On page 40 of our 2009 Annual Report, in the Reconciliation of Reported results to Core results – ‘2008 to 2009 Core result’ table we provide an analysis of the $619 million (12.5% referred to above) decline in Research and Development costs identifying the effects of currency movements. The majority of the decline, $469 million, was caused by the impact of exchange, arising from currency movements, between 2008 and 2009. As well as being clearly detailed in the table on page 40 of our 2009 Annual Report (and page 39 for Reported results), both our commentary on page 38 and the tables on page 40 of our 2009 Annual Report clearly illustrate that, after removing the effect of exchange rates movements between 2009 and 2008, Core R&D expenditure declined by only 3% or $150 million. The commentary and table are reproduced in our 2010 Annual Report on page 88. Since the decline after exchange impacts was only $150 million for our Core result, we believe that the level of commentary provided is sufficiently detailed.
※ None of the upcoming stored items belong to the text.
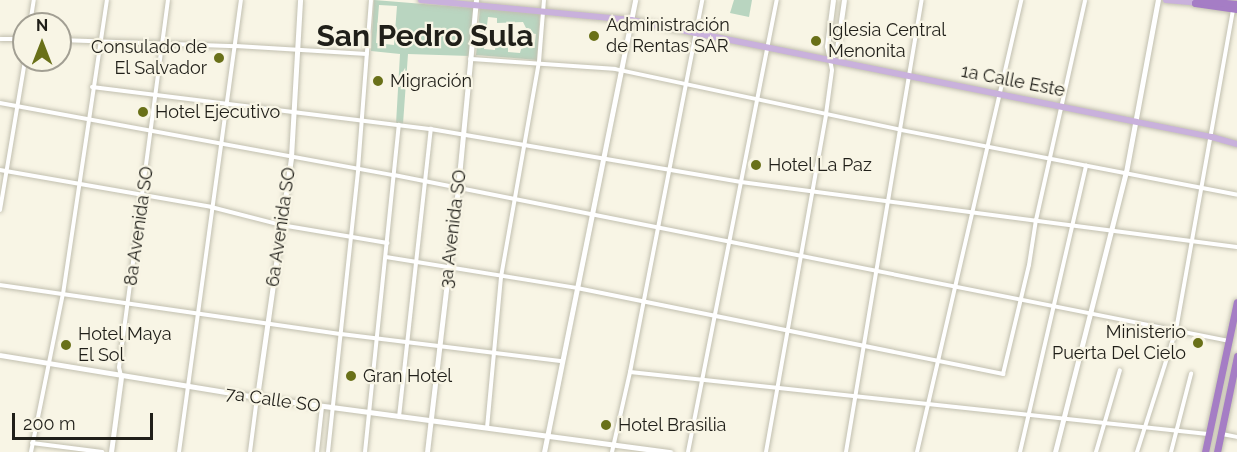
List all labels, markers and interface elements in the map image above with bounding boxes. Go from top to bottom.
north arrow [12,12,72,72]
place label: Administración de Rentas SAR [606,15,730,57]
text: N [36,16,48,35]
district label: San Pedro Sula [317,18,533,54]
place label: Iglesia Central Menonita [828,20,946,63]
marker: Administración de Rentas SAR [587,29,601,43]
marker: Iglesia Central Menonita [809,34,823,48]
place label: Consulado de El Salvador [91,37,207,80]
marker: Consulado de El Salvador [212,51,226,65]
street label: 1a Calle Este [959,60,1067,102]
place label: Migración [390,70,472,92]
marker: Migración [371,74,385,88]
place label: Hotel Ejecutivo [155,101,281,123]
marker: Hotel Ejecutivo [136,105,150,119]
place label: Hotel La Paz [768,154,872,176]
marker: Hotel La Paz [749,158,763,172]
street label: 8a Avenida SO [120,165,158,287]
street label: 6a Avenida SO [262,166,300,288]
street label: 3a Avenida SO [435,168,471,290]
place label: Ministerio Puerta Del Cielo [1051,322,1186,364]
place label: Hotel Maya El Sol [78,324,172,366]
marker: Ministerio Puerta Del Cielo [1191,336,1205,350]
marker: Hotel Maya El Sol [59,338,73,352]
place label: Gran Hotel [363,365,452,387]
marker: Gran Hotel [344,369,358,383]
street label: 7a Calle SO [224,383,322,417]
scale bar [15,401,156,439]
text: 200 m [23,413,76,434]
place label: Hotel Brasilia [618,414,727,436]
marker: Hotel Brasilia [599,418,613,432]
Notes to the Group Financial Statements
4 Taxation, page 149
4. We acknowledge your response and your proposed disclosure addressing our comment six. Please specify in your proposed disclosure which overseas jurisdictions are granted “special status” and taxed at a reduced rate and the length of time the “special status” will be in effect.
Further to your comment above, we intend to include the following additional disclosure in our 2011 Annual Report:
AstraZeneca is domiciled in the UK but operates in other countries where the tax rates and tax laws are different to those in the UK. The impact of differences in effective overseas tax rates on the Group’s overall tax charge is shown above. Profits arising from our manufacturing operation in Puerto Rico are granted special status and are taxed at a reduced rate compared with the normal rate of tax in that territory under a tax incentive grant that expires in 2016.